*Description of the task*
Your task is to copy each line of the material that includes "image".

*Study material*

-- Opening Marker --

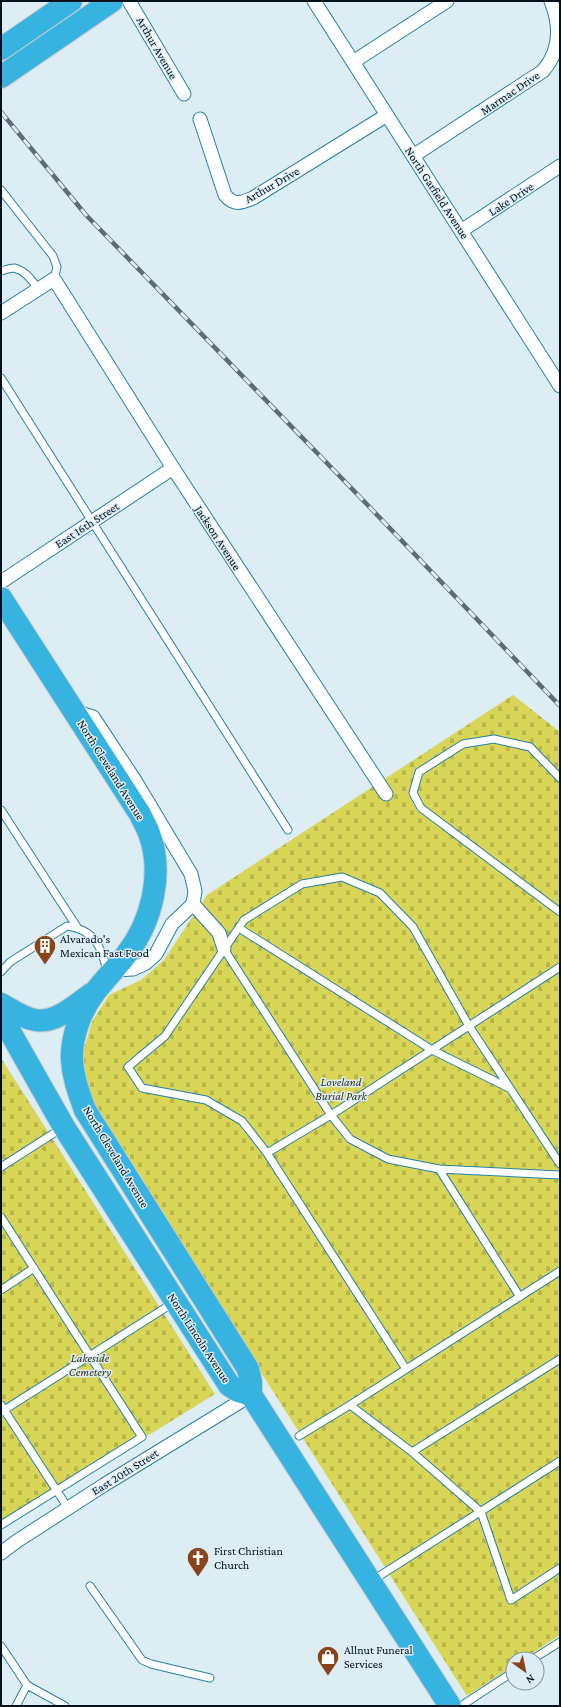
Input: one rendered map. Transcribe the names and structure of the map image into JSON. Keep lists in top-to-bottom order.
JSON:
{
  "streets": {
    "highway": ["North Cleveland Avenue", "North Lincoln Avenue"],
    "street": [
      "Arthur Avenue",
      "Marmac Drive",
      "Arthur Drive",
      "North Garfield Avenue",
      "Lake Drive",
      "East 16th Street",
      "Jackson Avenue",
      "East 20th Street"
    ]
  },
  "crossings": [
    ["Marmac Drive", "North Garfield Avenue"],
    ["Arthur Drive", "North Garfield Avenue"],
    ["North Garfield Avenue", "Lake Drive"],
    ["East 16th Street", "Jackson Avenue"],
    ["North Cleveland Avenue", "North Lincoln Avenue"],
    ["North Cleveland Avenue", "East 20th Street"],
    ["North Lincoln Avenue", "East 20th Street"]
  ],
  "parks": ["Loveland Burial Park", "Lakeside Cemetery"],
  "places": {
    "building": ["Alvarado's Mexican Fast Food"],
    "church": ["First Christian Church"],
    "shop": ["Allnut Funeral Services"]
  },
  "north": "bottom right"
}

-- Closing Marker --
-- Opening Marker --

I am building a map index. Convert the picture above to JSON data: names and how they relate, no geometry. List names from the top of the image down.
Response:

-- Closing Marker --
-- Opening Marker --

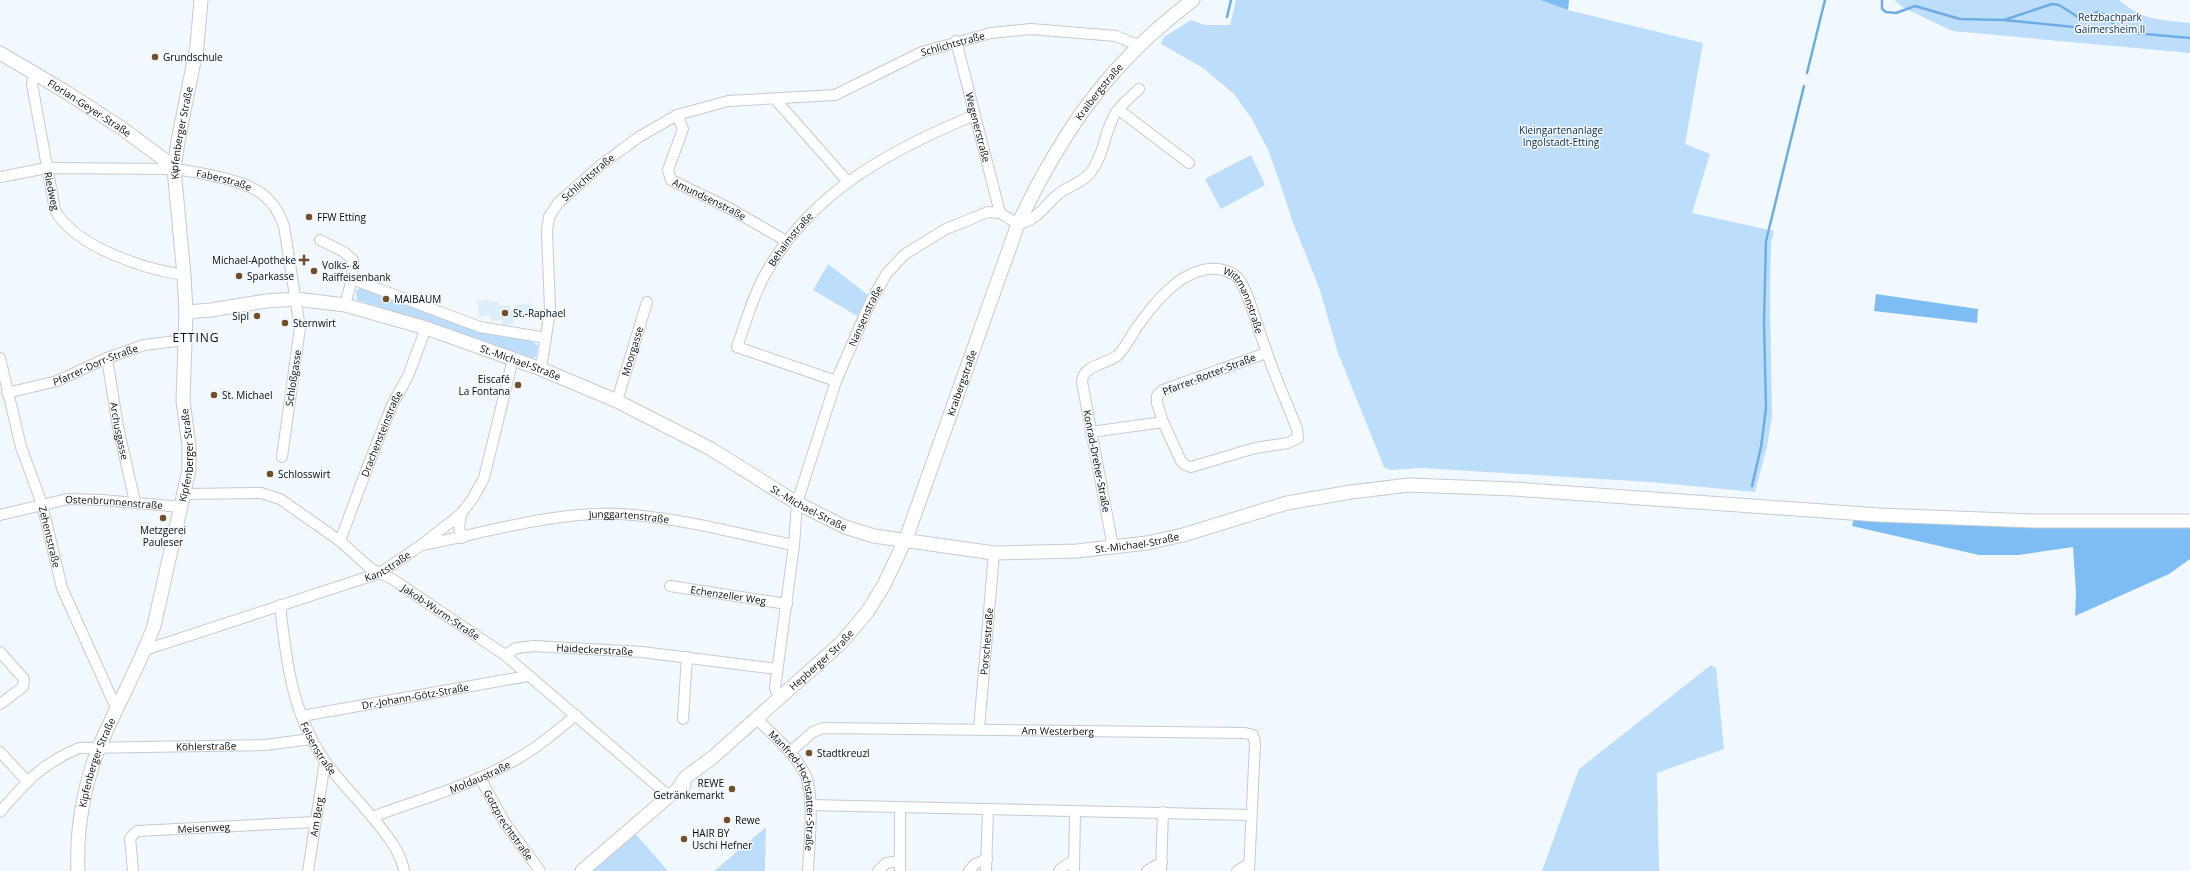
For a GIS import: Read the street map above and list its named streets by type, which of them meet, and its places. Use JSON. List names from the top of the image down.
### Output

-- Closing Marker --

*Exercise response*
Input: one rendered map. Transcribe the names and structure of the map image into JSON. Keep lists in top-to-bottom order.
I am building a map index. Convert the picture above to JSON data: names and how they relate, no geometry. List names from the top of the image down.
For a GIS import: Read the street map above and list its named streets by type, which of them meet, and its places. Use JSON. List names from the top of the image down.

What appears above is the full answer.